Your answer must consist of exactly the lines below, starting with the line with "M32 70 65 72 62 148 29 147Z" and going on through the line with "M854 405H877L876 454H854Z", and nothing else.
** GIVEN DATA follows **
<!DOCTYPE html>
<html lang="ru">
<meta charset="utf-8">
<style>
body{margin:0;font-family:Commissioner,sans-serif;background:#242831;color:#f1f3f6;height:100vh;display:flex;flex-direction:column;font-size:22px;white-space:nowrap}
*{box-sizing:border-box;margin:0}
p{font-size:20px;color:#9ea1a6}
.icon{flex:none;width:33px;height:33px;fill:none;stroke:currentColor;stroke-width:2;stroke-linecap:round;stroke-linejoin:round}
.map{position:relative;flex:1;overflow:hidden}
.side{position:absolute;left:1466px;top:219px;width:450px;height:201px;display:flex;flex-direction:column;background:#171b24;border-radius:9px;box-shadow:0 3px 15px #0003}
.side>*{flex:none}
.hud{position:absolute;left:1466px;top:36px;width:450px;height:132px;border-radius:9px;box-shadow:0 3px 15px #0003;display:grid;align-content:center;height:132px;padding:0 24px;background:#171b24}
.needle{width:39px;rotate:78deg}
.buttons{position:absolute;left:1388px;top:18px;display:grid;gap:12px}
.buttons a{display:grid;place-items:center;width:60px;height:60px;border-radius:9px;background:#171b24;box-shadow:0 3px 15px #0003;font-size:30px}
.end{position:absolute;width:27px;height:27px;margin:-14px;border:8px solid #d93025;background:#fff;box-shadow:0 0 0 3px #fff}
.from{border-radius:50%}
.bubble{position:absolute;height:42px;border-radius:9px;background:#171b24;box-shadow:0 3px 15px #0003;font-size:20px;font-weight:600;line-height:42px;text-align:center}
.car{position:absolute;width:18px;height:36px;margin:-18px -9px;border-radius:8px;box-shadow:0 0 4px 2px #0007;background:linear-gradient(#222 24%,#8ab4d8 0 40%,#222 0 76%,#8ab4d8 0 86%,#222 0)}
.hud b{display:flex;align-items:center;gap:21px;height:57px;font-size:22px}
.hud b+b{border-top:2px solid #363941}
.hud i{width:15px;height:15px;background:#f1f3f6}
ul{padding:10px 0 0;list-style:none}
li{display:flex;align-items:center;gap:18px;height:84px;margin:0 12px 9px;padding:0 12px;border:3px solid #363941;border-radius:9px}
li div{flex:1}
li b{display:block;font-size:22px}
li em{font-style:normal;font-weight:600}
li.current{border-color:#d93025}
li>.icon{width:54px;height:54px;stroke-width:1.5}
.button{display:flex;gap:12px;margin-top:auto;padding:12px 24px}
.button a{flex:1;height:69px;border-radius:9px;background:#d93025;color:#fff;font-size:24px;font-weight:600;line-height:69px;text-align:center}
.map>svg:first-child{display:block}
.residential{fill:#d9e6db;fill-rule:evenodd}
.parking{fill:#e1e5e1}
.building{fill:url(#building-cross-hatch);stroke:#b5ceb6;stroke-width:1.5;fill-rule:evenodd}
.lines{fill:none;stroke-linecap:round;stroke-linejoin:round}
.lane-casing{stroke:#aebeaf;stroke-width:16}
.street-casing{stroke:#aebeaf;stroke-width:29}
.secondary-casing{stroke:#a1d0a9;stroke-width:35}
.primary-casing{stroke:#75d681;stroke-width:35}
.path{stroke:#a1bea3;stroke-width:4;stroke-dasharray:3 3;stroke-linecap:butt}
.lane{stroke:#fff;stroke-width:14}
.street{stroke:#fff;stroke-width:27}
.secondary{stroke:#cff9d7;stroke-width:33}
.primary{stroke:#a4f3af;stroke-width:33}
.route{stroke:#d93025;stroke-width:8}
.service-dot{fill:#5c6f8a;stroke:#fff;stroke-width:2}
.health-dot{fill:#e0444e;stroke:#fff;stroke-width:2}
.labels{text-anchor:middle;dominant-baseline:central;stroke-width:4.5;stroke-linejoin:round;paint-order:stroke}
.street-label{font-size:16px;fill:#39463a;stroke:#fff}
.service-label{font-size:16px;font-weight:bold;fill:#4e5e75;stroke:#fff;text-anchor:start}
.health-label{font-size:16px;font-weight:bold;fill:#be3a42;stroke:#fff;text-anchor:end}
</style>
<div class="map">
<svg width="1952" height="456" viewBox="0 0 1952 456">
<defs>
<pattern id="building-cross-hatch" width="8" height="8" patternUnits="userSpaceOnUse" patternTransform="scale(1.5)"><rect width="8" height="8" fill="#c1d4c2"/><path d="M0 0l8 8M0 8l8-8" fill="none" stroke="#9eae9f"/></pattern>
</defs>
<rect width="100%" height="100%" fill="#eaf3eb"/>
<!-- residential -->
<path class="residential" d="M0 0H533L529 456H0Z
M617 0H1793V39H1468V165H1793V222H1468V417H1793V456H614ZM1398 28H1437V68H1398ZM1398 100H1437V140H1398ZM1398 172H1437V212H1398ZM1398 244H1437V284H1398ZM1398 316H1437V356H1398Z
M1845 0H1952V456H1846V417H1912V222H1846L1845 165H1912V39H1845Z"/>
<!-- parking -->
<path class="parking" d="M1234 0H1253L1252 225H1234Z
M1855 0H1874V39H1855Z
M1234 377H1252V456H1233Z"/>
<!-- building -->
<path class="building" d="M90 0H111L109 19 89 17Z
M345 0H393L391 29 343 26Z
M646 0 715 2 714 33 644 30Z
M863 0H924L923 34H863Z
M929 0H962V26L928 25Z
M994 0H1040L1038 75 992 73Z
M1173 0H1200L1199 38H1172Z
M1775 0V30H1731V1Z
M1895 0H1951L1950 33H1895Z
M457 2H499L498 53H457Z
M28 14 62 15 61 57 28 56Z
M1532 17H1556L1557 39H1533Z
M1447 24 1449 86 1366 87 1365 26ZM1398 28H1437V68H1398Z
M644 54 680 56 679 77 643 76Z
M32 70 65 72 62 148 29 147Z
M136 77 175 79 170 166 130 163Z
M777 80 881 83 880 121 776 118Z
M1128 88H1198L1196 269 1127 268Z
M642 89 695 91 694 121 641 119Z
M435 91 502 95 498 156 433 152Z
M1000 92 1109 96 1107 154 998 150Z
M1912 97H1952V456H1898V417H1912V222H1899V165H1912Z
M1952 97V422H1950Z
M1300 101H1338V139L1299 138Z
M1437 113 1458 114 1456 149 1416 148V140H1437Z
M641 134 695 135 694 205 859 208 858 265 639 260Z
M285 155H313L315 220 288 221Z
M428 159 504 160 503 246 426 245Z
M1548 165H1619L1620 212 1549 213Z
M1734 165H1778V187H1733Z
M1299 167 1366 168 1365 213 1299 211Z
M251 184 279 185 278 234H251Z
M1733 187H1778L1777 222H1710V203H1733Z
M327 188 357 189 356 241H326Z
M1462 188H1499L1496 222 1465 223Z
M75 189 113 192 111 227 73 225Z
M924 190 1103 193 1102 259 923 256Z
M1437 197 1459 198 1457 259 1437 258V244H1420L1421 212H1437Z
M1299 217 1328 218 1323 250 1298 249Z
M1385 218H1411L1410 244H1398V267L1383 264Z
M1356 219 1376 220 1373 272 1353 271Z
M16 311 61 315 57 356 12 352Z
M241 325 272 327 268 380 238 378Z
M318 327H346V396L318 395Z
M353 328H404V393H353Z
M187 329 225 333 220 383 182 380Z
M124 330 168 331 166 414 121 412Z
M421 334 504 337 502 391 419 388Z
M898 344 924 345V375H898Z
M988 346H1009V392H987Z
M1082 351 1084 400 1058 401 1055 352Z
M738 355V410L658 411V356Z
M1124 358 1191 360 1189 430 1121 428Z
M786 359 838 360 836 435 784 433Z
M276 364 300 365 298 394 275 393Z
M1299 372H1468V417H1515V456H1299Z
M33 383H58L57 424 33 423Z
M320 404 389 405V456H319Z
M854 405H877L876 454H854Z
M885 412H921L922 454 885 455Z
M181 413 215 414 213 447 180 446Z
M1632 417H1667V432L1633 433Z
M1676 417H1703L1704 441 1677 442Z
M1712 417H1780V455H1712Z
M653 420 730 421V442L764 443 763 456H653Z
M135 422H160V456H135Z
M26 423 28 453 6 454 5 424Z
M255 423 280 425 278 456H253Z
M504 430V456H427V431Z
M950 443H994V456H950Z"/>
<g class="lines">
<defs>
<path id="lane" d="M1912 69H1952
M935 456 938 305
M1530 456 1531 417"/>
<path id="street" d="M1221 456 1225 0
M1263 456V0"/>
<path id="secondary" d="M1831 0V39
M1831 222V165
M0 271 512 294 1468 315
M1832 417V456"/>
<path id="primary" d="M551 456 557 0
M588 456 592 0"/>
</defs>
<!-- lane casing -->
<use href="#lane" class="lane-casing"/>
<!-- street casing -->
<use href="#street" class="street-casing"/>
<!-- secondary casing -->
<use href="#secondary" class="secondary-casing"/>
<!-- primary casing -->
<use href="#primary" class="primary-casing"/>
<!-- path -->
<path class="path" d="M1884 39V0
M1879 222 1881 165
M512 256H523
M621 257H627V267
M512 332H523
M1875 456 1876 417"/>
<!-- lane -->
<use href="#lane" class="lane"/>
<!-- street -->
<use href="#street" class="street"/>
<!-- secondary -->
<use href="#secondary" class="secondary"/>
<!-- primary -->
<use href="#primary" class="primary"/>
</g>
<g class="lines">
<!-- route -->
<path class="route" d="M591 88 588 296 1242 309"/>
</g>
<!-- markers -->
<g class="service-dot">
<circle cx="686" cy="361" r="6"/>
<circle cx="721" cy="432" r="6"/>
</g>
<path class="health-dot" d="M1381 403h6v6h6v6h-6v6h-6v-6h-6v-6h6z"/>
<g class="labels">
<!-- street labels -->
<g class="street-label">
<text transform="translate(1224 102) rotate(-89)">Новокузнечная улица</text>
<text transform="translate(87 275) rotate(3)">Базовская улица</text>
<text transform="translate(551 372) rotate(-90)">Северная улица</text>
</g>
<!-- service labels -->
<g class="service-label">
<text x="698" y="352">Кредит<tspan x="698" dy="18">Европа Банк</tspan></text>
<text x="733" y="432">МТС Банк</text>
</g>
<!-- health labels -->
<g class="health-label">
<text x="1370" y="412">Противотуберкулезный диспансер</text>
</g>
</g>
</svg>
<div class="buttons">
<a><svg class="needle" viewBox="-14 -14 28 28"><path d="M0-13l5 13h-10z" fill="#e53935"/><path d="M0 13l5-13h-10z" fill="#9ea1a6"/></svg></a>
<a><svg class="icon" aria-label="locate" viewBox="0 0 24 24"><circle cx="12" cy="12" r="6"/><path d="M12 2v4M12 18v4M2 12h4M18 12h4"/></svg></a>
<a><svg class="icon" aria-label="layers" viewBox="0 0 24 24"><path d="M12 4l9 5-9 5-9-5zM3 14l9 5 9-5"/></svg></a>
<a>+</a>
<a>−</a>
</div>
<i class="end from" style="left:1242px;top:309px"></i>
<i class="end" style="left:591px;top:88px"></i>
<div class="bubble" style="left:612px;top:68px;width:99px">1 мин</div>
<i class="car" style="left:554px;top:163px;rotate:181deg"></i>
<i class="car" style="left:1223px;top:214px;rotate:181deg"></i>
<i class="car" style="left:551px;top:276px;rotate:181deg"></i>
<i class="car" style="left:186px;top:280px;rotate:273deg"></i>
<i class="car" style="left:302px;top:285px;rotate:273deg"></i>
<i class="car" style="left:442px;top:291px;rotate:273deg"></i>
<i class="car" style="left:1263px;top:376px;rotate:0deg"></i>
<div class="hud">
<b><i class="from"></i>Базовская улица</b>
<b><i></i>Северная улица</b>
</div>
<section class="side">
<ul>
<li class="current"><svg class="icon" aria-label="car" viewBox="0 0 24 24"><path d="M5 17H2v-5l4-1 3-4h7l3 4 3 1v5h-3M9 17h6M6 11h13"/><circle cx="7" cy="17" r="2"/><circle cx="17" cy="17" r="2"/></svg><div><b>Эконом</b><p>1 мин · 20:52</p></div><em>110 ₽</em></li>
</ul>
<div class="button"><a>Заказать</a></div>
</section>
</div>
** End of GIVEN DATA **
* **PROBLEM SOLUTION**:
M32 70 65 72 62 148 29 147Z
M136 77 175 79 170 166 130 163Z
M777 80 881 83 880 121 776 118Z
M1128 88H1198L1196 269 1127 268Z
M642 89 695 91 694 121 641 119Z
M435 91 502 95 498 156 433 152Z
M1000 92 1109 96 1107 154 998 150Z
M1912 97H1952V456H1898V417H1912V222H1899V165H1912Z
M1952 97V422H1950Z
M1300 101H1338V139L1299 138Z
M1437 113 1458 114 1456 149 1416 148V140H1437Z
M641 134 695 135 694 205 859 208 858 265 639 260Z
M285 155H313L315 220 288 221Z
M428 159 504 160 503 246 426 245Z
M1548 165H1619L1620 212 1549 213Z
M1734 165H1778V187H1733Z
M1299 167 1366 168 1365 213 1299 211Z
M251 184 279 185 278 234H251Z
M1733 187H1778L1777 222H1710V203H1733Z
M327 188 357 189 356 241H326Z
M1462 188H1499L1496 222 1465 223Z
M75 189 113 192 111 227 73 225Z
M924 190 1103 193 1102 259 923 256Z
M1437 197 1459 198 1457 259 1437 258V244H1420L1421 212H1437Z
M1299 217 1328 218 1323 250 1298 249Z
M1385 218H1411L1410 244H1398V267L1383 264Z
M1356 219 1376 220 1373 272 1353 271Z
M16 311 61 315 57 356 12 352Z
M241 325 272 327 268 380 238 378Z
M318 327H346V396L318 395Z
M353 328H404V393H353Z
M187 329 225 333 220 383 182 380Z
M124 330 168 331 166 414 121 412Z
M421 334 504 337 502 391 419 388Z
M898 344 924 345V375H898Z
M988 346H1009V392H987Z
M1082 351 1084 400 1058 401 1055 352Z
M738 355V410L658 411V356Z
M1124 358 1191 360 1189 430 1121 428Z
M786 359 838 360 836 435 784 433Z
M276 364 300 365 298 394 275 393Z
M1299 372H1468V417H1515V456H1299Z
M33 383H58L57 424 33 423Z
M320 404 389 405V456H319Z
M854 405H877L876 454H854Z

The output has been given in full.